STEPHEN SMITH:? Thanks, Jeff. Just a couple of other things before we respond to your questions. Jason Clare, the Defence Materiel Minister, and I are today releasing the first defence capability guide. Shortly after the budget we released the public defence capability plan which these days covers the four-year forward estimate years.
After consultation with industry we've decided to also publish a six-year defence capability guide which covers the six year period following on from the forward estimate years. This gives industry a guide as to what capability proposals defence has in mind for future years. It's a guide only, but it's intended to give industry as much information as possible to enable industry to do the necessary forward planning for potential acquisitions down the track.
Secondly we're announcing today that we are committing about $70 million into the third stage of the P-8 project. In terms of our maritime and manned aviation surveillance planes we of course operate a fleet of nearly 20 Orion P-3s including a couple which have done for a long period of time very good service in the Middle East. We will ultimately replace our Orion P-3s with a P-8- it's a long term project.
The Orions are expected to remain in service until the end of this decade before the start of the 2020s, but we have committed ourselves to further work on the P-8 project, and we're again doing that in collaboration with our United States colleagues. So a couple of announcements there, and those materials will be distributed in the course of the day.
We're happy to respond to your questions.
JOURNALIST: ?Minister the P-8s, [indistinct] they seem to like flying here, maybe you could relocate them here in Queensland?
STEPHEN SMITH: ?Well as chance would have it later on today I go to Adelaide to do an announcement with the Premier of South Australia. The P-3s are based out of the Edinburgh base in Adelaide, and whilst we've made no formal decisions of decisions that we don't need to make for some considerable time, I think there's an expectation that the P-8s will probably end up in Edinburgh but this is a long term decision. So the P-3s have done very good service out of Edinburgh. That's the starting point, but by the time we get to 2019 or 2020 we'll be in a position to make a formal decision about that.
Having said that, in Amberley we've got C-17s, Hornets and Super Hornets and the service men and women here do great work utilising those fleets.
JOURNALIST: ?The Americans obviously aren't releasing this technology to everybody, how robust were those discussions in getting them to open the door and let it come this way?
STEPHEN SMITH:? Not robust at all. This has been a longstanding positive collaborative project. When we came to Government at the end of 2007 one of the first things Minister Fitzgibbon did following on from a decision made by Brendan Nelson to acquire 24 Super Hornets was to ensure 12 of those were wired up for Growler. In some respects that was a threshold decision for the United States. If the United States wasn't confident or comfortable with us having Growler then we wouldn't have had 12 wired up with that potential.
But as Ambassador Bleich just said, it just underlies the very close, confident, mutual respect and trust working relationship that we have with the United States.
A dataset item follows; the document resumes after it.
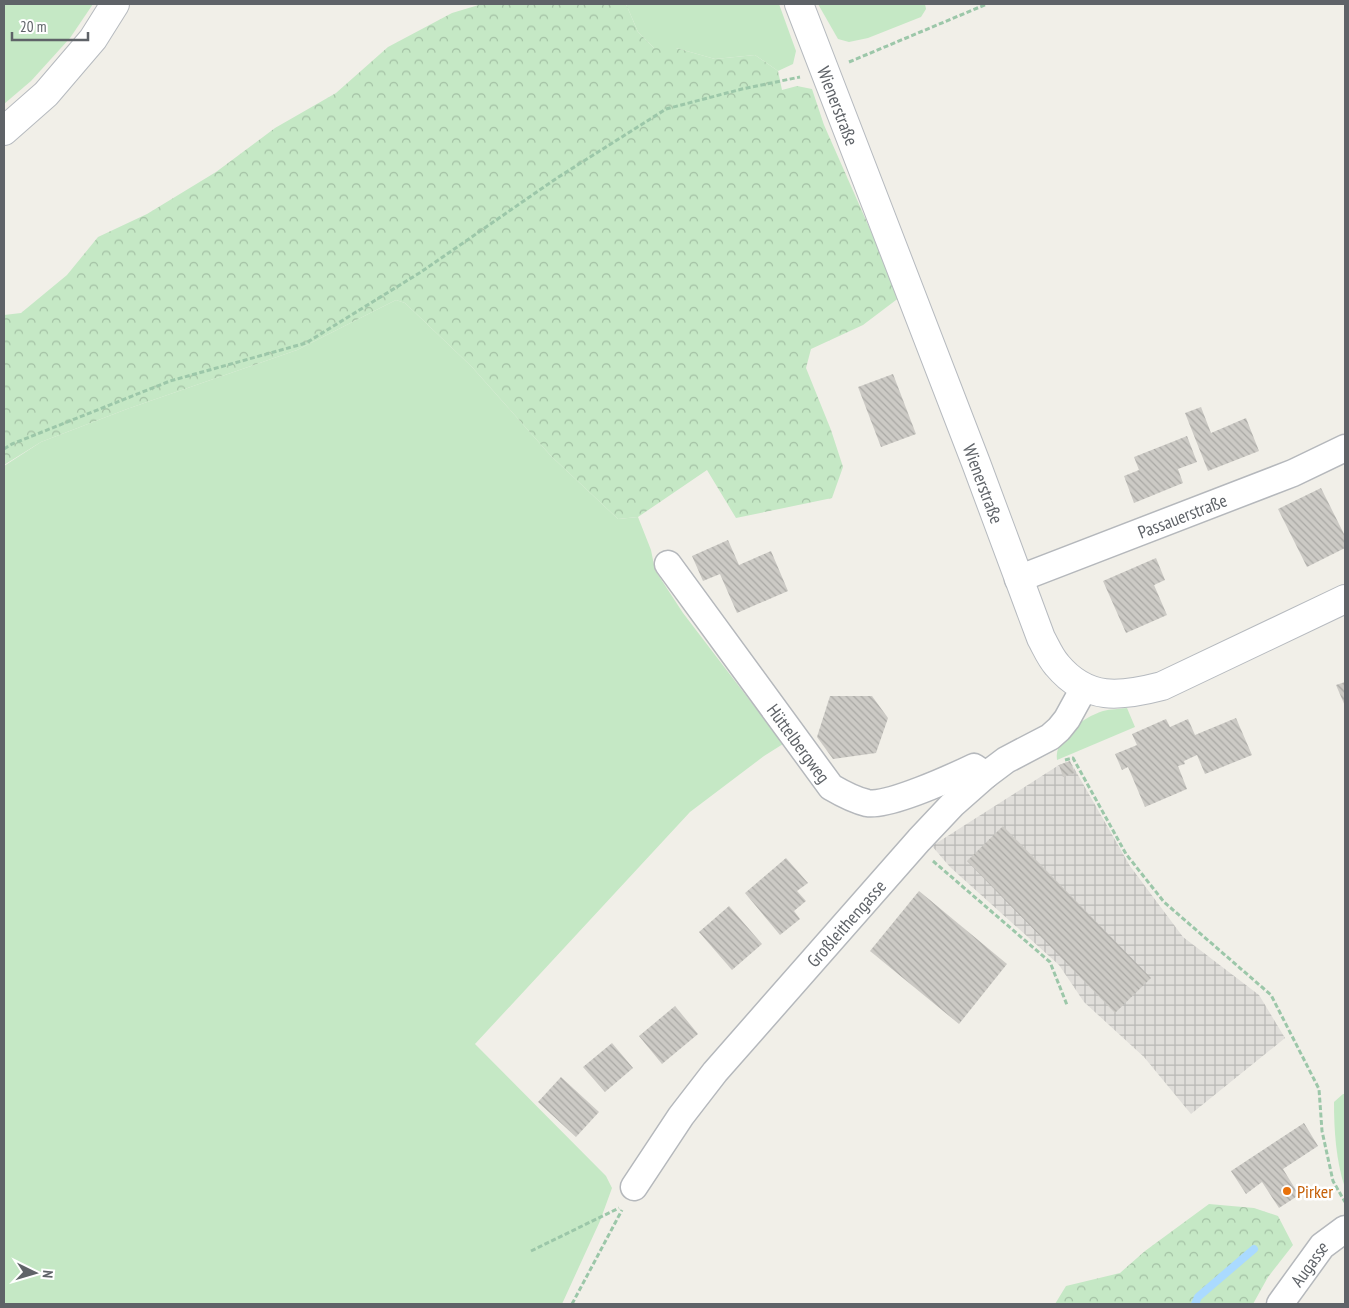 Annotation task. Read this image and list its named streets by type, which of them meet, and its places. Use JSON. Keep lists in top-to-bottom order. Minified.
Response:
{"streets":{"street":["Wienerstraße","Passauerstraße","Hüttelbergweg","Großleithengasse","Augasse"]},"crossings":[["Wienerstraße","Passauerstraße"],["Wienerstraße","Großleithengasse"],["Hüttelbergweg","Großleithengasse"]],"places":["Pirker"],"scale_bar":"20 m","north":"right"}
We've had an alliance that has been good for over 60 years. It started in the darkest days of World War II, and it's been a very successful alliance for the United States and for Australia, it's been a force for security and peace and stability in our region.
So it's just another example of the good practical cooperative work that's done under the alliance.
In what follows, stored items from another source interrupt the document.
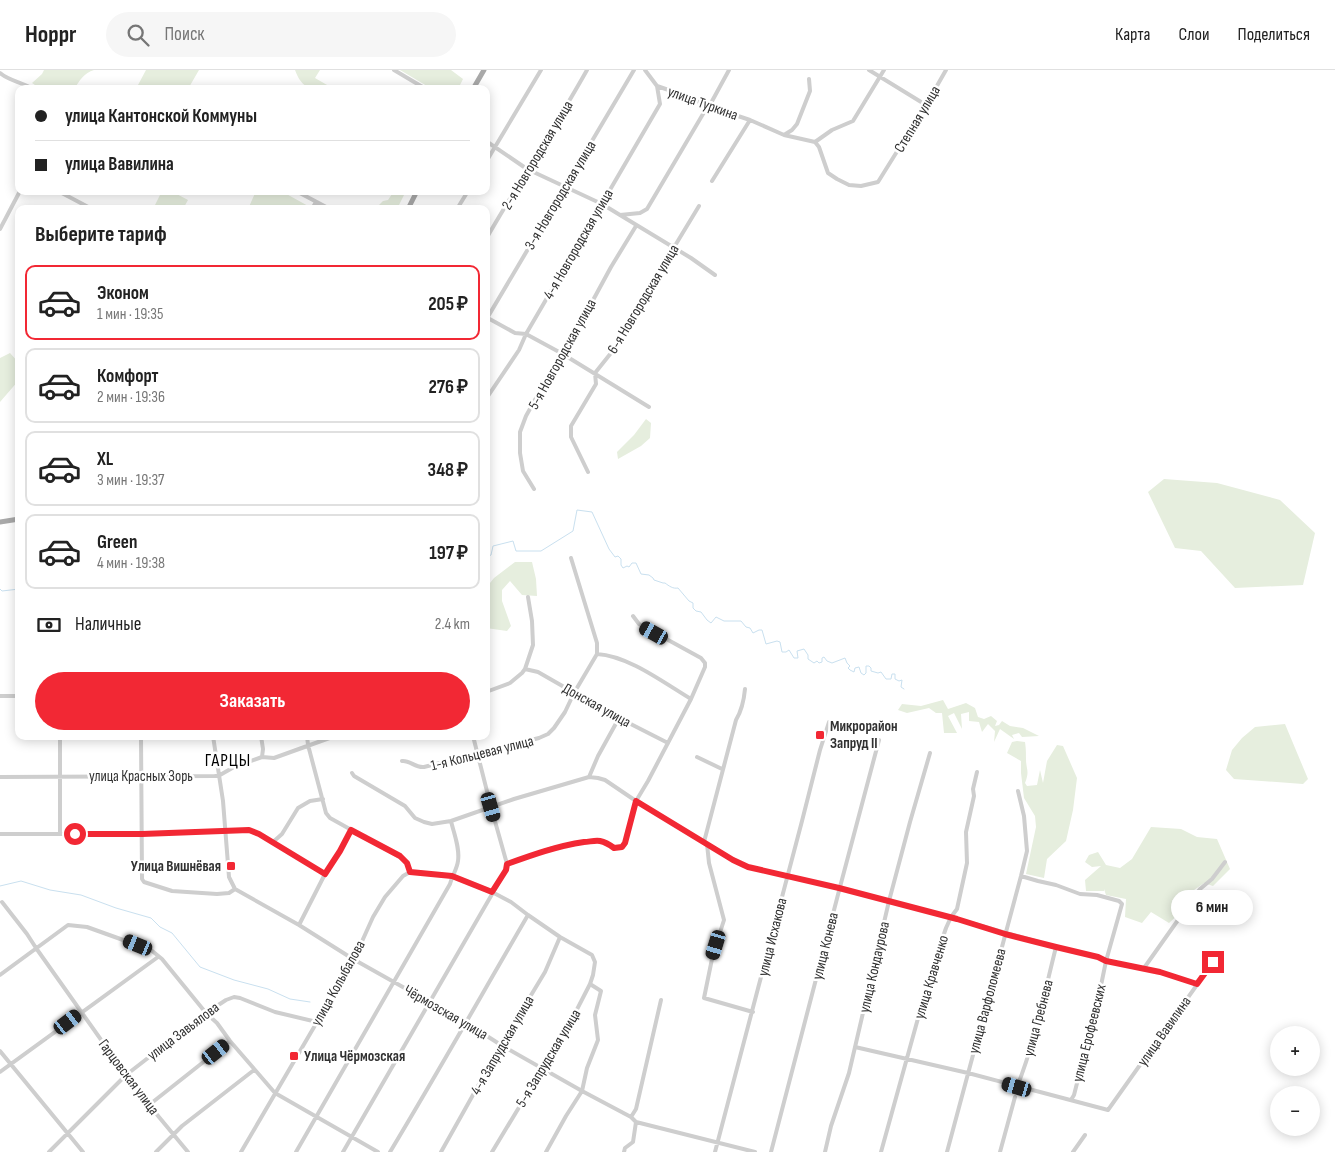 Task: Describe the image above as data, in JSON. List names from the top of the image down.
{
  "streets": {
    "street": [
      "улица Туркина",
      "Степная улица",
      "2-я Новгородская улица",
      "3-я Новгородская улица",
      "4-я Новгородская улица",
      "6-я Новгородская улица",
      "5-я Новгородская улица",
      "Донская улица",
      "1-я Кольцевая улица",
      "улица Красных Зорь",
      "улица Исхакова",
      "улица Конева",
      "улица Кондаурова",
      "улица Кравченко",
      "улица Колыбалова",
      "улица Варфоломеева",
      "Чёрмозская улица",
      "улица Гребнева",
      "улица Завьялова",
      "улица Вавилина",
      "улица Ерофеевских",
      "4-я Запрудская улица",
      "5-я Запрудская улица",
      "Гарцовская улица"
    ]
  },
  "crossings": [
    ["улица Туркина", "Степная улица"],
    ["улица Туркина", "4-я Новгородская улица"],
    ["Донская улица", "1-я Кольцевая улица"],
    ["улица Колыбалова", "Чёрмозская улица"],
    ["улица Колыбалова", "улица Завьялова"],
    ["улица Варфоломеева", "улица Ерофеевских"],
    ["Чёрмозская улица", "4-я Запрудская улица"],
    ["Чёрмозская улица", "5-я Запрудская улица"],
    ["улица Завьялова", "Гарцовская улица"],
    ["улица Вавилина", "улица Ерофеевских"],
    ["4-я Запрудская улица", "5-я Запрудская улица"]
  ],
  "districts": ["ГАРЦЫ"],
  "places": {
    "transit": ["Микрорайон Запруд II", "Улица Вишнёвая", "Улица Чёрмозская"]
  },
  "page": {
    "header": "Hoppr",
    "search": "Поиск",
    "nav": ["Карта", "Слои", "Поделиться"],
    "banner": ["улица Кантонской Коммуны", "улица Вавилина"],
    "heading": "Выберите тариф",
    "list": [
      {
        "name": "Эконом",
        "note": "1 мин · 19:35",
        "value": "205 ₽"
      },
      {
        "name": "Комфорт",
        "note": "2 мин · 19:36",
        "value": "276 ₽"
      },
      {
        "name": "XL",
        "note": "3 мин · 19:37",
        "value": "348 ₽"
      },
      {
        "name": "Green",
        "note": "4 мин · 19:38",
        "value": "197 ₽"
      }
    ],
    "pay": ["Наличные", "2.4 km"],
    "buttons": "Заказать",
    "bubble": "6 мин",
    "map_buttons": ["+", "−"]
  }
}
JOURNALIST: ?Minister, the Greens have said today that nobody can actually explain why Australia remains in Afghanistan. Can you explain it?
STEPHEN SMITH:? Yes, in precisely the same terms that I have for a long period of time, which is we want to do our bit together with the international community under a United Nations mandate with 50 other countries to ensure that the Afghanistan Pakistan border area has not become a breeding ground or a training ground for international terrorism.
We're approaching the Anniversary of the Bali bombing.
Innocent Australian civilians have been the victims of terrorist attack in South-East Asia, in Europe, and in the United States. And we want to do our bit together with the international community to ensure that that area doesn't again become a breeding ground for international terrorism. And that's why we are training the Afghan National Security Forces to be in a position on transition to be responsible for security in Afghanistan.
We face - as we always have - a tough and resilient opponent. But we are also pleased with the progress that is being made so far as the Afghan National Security Forces acquiring the skills necessary to take over security responsibility for their own country.
We can't be in Afghanistan forever, we don't want to be in Afghanistan forever. We're on track for transition in Uruzgan Province over the next 12 to 18 months. And we're very strongly of the view that Afghanistan is on track to transition by the end of December 2014 which is the agreed timetable arising from the Chicago and the Lisbon summits.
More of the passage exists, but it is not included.